Somente um a cada sete cartórios da capital paulista está fazendo a validação de documentos para o exterior. Eles enfrentam problemas com fornecimento de material e a alta demanda da população. Os estabelecimentos passaram a ser responsáveis legais desde que entrou em vigor a Convenção da Apostila de Haia, nesta semana, com a promessa de diminuir a burocracia, ao eliminar etapas consulares, e até facilitar a obtenção de dupla nacionalidade. A nova regra, porém, tem causado transtornos.

Dos 139 cartórios da cidade, apenas 19 estão oferecendo a autenticação dos documentos, com informações extraoficiais do site oficial dos Cartórios do Estado de São Paulo. Desde a implementação da norma, no dia 14, o número é atualizado diariamente. “É um sistema novo, em pouco tempo estará ajustado”, afirma Patrícia Ferraz, presidente da Associação dos Notários e Registradores do Brasil (Anoreg). Ela também ressalta que nem todos os cartórios da capital pediram habilitação. “No primeiro dia, tínhamos apenas cinco cartórios.”

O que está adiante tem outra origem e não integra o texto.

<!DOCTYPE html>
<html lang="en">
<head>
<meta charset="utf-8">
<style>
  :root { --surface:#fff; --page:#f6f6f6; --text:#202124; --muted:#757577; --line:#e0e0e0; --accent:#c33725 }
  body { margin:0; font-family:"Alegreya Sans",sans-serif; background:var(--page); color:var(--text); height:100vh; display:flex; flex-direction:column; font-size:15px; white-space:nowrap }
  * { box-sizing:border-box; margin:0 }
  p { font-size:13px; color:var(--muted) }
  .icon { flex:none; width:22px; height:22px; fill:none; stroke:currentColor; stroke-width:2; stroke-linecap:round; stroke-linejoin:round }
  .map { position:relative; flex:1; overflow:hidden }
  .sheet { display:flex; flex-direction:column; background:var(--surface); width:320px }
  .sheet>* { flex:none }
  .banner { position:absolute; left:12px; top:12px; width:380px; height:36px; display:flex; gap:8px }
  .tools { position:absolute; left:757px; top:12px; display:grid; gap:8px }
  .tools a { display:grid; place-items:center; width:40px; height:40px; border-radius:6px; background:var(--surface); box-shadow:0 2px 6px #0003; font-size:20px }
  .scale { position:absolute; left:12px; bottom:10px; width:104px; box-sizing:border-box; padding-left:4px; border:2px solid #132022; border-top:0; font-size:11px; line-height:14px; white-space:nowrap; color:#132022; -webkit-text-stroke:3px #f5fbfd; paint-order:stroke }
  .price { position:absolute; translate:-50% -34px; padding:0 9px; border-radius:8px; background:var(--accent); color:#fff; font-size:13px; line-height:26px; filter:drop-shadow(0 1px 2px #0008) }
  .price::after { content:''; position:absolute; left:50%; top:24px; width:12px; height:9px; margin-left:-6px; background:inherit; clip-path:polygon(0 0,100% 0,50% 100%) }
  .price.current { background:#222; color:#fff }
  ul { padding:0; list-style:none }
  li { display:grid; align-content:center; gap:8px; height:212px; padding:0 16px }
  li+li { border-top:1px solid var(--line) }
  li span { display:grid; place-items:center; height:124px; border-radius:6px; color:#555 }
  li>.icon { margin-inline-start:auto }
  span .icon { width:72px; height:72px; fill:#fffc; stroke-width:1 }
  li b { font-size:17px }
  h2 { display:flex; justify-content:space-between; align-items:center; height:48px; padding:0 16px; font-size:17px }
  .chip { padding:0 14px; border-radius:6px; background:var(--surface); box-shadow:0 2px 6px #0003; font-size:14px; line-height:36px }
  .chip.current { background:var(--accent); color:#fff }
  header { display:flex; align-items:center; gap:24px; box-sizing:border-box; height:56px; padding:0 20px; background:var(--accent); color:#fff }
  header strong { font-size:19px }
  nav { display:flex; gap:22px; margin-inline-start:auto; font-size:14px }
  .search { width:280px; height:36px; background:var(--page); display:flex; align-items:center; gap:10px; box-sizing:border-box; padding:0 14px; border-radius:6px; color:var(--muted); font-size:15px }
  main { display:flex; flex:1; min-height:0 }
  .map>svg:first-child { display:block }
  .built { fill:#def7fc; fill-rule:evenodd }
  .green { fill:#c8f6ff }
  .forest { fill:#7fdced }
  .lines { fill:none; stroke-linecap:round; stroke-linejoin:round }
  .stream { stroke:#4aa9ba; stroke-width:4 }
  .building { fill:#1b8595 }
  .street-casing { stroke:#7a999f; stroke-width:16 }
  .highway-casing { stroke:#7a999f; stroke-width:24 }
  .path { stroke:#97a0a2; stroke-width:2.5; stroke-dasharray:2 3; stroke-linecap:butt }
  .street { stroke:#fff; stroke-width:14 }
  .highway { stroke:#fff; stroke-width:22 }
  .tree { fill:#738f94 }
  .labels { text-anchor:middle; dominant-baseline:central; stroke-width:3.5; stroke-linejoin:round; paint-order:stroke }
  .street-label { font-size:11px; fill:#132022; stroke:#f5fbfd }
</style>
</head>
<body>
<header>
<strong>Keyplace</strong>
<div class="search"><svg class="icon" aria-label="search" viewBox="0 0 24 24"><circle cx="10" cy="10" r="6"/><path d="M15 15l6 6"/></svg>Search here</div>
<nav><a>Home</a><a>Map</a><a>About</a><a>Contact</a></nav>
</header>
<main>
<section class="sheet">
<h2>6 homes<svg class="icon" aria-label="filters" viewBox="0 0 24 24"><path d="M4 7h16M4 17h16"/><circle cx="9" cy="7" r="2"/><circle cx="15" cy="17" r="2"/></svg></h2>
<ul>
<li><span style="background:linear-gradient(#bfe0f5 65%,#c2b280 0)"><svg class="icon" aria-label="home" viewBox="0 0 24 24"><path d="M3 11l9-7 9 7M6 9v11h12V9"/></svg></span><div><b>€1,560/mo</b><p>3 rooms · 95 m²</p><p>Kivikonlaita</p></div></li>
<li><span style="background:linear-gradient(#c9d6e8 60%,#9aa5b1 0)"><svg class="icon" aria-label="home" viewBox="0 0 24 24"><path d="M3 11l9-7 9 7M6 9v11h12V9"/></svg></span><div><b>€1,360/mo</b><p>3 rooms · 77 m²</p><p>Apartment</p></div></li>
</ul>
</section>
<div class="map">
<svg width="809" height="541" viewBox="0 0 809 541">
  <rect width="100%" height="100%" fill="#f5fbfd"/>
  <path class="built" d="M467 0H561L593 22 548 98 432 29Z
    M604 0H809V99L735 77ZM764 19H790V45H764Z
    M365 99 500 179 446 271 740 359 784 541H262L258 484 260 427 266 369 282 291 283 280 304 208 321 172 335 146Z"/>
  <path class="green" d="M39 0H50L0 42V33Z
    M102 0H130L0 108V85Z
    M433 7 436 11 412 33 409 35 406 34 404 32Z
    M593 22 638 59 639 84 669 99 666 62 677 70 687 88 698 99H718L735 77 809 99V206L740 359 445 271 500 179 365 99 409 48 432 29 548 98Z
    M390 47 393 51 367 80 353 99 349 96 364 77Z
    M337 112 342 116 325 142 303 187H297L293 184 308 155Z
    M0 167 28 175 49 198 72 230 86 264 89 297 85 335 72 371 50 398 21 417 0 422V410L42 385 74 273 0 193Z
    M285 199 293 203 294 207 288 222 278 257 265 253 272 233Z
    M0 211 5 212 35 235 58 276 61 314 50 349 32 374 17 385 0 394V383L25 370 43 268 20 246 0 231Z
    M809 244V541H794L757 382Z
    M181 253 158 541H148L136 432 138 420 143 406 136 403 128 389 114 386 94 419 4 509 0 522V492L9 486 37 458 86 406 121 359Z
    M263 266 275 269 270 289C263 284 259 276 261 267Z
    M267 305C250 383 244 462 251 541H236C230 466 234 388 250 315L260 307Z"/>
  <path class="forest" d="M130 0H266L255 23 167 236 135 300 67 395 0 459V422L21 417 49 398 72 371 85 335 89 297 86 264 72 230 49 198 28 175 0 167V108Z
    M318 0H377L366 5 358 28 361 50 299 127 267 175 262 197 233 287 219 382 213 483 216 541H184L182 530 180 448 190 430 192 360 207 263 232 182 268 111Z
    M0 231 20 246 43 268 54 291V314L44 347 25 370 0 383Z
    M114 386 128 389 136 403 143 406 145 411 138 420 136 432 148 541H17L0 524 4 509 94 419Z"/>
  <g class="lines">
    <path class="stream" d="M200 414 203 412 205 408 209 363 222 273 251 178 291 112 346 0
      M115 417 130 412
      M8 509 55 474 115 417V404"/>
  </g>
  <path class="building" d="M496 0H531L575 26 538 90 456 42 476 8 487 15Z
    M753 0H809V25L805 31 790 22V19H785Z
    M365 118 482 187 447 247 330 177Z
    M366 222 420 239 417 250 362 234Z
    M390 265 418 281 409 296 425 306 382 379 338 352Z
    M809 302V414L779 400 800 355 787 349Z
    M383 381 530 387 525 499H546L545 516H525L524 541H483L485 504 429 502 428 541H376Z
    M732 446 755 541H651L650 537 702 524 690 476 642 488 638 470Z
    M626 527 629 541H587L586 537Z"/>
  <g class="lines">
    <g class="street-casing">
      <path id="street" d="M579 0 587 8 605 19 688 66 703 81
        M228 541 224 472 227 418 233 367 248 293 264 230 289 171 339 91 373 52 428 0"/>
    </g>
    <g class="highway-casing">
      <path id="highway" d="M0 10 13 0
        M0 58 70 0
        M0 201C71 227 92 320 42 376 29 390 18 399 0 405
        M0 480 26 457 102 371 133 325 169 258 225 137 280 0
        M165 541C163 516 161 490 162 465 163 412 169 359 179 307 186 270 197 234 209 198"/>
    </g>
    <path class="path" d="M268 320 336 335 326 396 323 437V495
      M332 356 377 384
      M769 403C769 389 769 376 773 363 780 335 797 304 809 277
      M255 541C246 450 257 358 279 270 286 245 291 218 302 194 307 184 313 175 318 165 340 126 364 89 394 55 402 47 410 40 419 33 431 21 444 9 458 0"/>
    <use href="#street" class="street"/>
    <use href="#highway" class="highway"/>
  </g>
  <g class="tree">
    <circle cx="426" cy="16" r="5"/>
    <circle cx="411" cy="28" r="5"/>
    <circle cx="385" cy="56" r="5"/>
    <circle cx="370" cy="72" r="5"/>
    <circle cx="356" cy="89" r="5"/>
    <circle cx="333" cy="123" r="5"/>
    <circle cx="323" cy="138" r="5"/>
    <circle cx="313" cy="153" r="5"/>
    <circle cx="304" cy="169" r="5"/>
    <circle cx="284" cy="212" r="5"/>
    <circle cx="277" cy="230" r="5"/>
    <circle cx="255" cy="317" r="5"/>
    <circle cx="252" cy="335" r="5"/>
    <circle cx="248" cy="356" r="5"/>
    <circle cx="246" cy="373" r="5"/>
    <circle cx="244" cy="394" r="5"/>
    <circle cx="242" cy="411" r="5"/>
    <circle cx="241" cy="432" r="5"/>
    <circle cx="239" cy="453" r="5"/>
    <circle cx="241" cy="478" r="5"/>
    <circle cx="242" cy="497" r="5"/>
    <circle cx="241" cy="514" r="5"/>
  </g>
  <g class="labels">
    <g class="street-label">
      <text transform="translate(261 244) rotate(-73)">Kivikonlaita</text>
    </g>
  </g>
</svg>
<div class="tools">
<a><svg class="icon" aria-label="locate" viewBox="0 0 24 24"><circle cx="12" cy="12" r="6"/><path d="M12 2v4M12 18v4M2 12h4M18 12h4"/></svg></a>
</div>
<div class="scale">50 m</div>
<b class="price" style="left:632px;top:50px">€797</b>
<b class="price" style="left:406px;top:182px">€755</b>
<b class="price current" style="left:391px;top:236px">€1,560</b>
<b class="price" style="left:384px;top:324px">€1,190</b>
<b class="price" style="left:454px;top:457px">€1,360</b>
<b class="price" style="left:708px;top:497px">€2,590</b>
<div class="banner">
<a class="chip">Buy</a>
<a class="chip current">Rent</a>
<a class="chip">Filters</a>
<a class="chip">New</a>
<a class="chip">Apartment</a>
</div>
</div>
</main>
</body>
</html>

A Convenção da Apostila de Haia tem como objetivo facilitar trâmites legais com outros 111 países signatários, que incluem Estados Unidos, Itália e Argentina. A ideia é aproveitar a capilaridade dos cartórios no País, evitando que as pessoas tenham de ir até consulados ou embaixadas.

Responsável pela implementação, o Conselho Nacional de Justiça (CNJ) anunciou que, inicialmente, apenas cartórios de capitais e do Distrito Federal fariam o apostilamento. Para realizar a validação, os órgãos precisam ser cadastrados e passar por treinamento. A previsão é de que todas as cidades sejam atendidas até o fim do ano.

O Estado apurou, no entanto, que mesmo cartórios aptos a operar ainda não oferecem o serviço porque não receberam papel-seguro, que é necessário para o apostilamento. O material é emitido pela Casa da Moeda do Brasil (CMB). Com pouco estoque, alguns cartórios que foram contemplados estão avaliando casos para priorizar os de maior urgência – criando até filas de espera para atender os cidadãos. O CNJ e a Casa da Moeda negam falhas na emissão do documento.

Transtornos
Com viagem marcada para Portugal para fazer um registro profissional, a advogada Laura Faccio, de 43 anos, ainda não conseguiu regularizar seus documentos. “Eu liguei para sete cartórios e apenas um estava fazendo o apostilamento”, afirma.

Ela embarca no início de setembro, mas não sabe se vai conseguir resolver a situação. “Me colocaram em uma fila de espera porque disseram que a demanda estava alta. Não deram prazo nem nada.”

Há 12 anos tentando obter cidadania italiana, o aposentado Rolando Denaro, de 77 anos, precisou ir duas vezes ao cartório para conseguir regularizar alguns documentos. “Na primeira vez, disseram para eu voltar em uma semana. Eu insisti e acabei conseguindo no dia seguinte”, conta. “Não é um processo tão fácil.”

Já o engenheiro de telecomunicações Edmilson Mota, de 36 anos, que também tenta obter nacionalidade italiana, discorda. “Achei um marco para a história do Brasil.” Ele conseguiu apostilar 18 documentos – dele, da mulher e de uma filha de 4 anos.

Para isso, Mota foi a um cartório da região central logo no primeiro dia. Chegou às 5h10, antes mesmo de abrir. “Só tinha mais duas pessoas”, diz, satisfeito. A única ressalva é quanto ao preço (R$ 97,73 por documento). “Ficou caro”, comenta o engenheiro, que gastou cerca de R$ 1,7 mil.

O problema para encontrar cartórios que façam apostilamento se repete em outros Estados. “Eu liguei para mais de 20 e nada”, afirma a bibliotecária Kátia Santos, de 27 anos, moradora do Rio. Ela presta serviço a pessoas que moram no interior. Uma das sua clientes é uma jovem de 17 anos de Chapecó, Santa Catarina, que foi aceita em uma universidade de Portugal. “Estão todos nervosos. O que deveria facilitar acaba tornando mais difícil. A gente não sabe se vai conseguir.”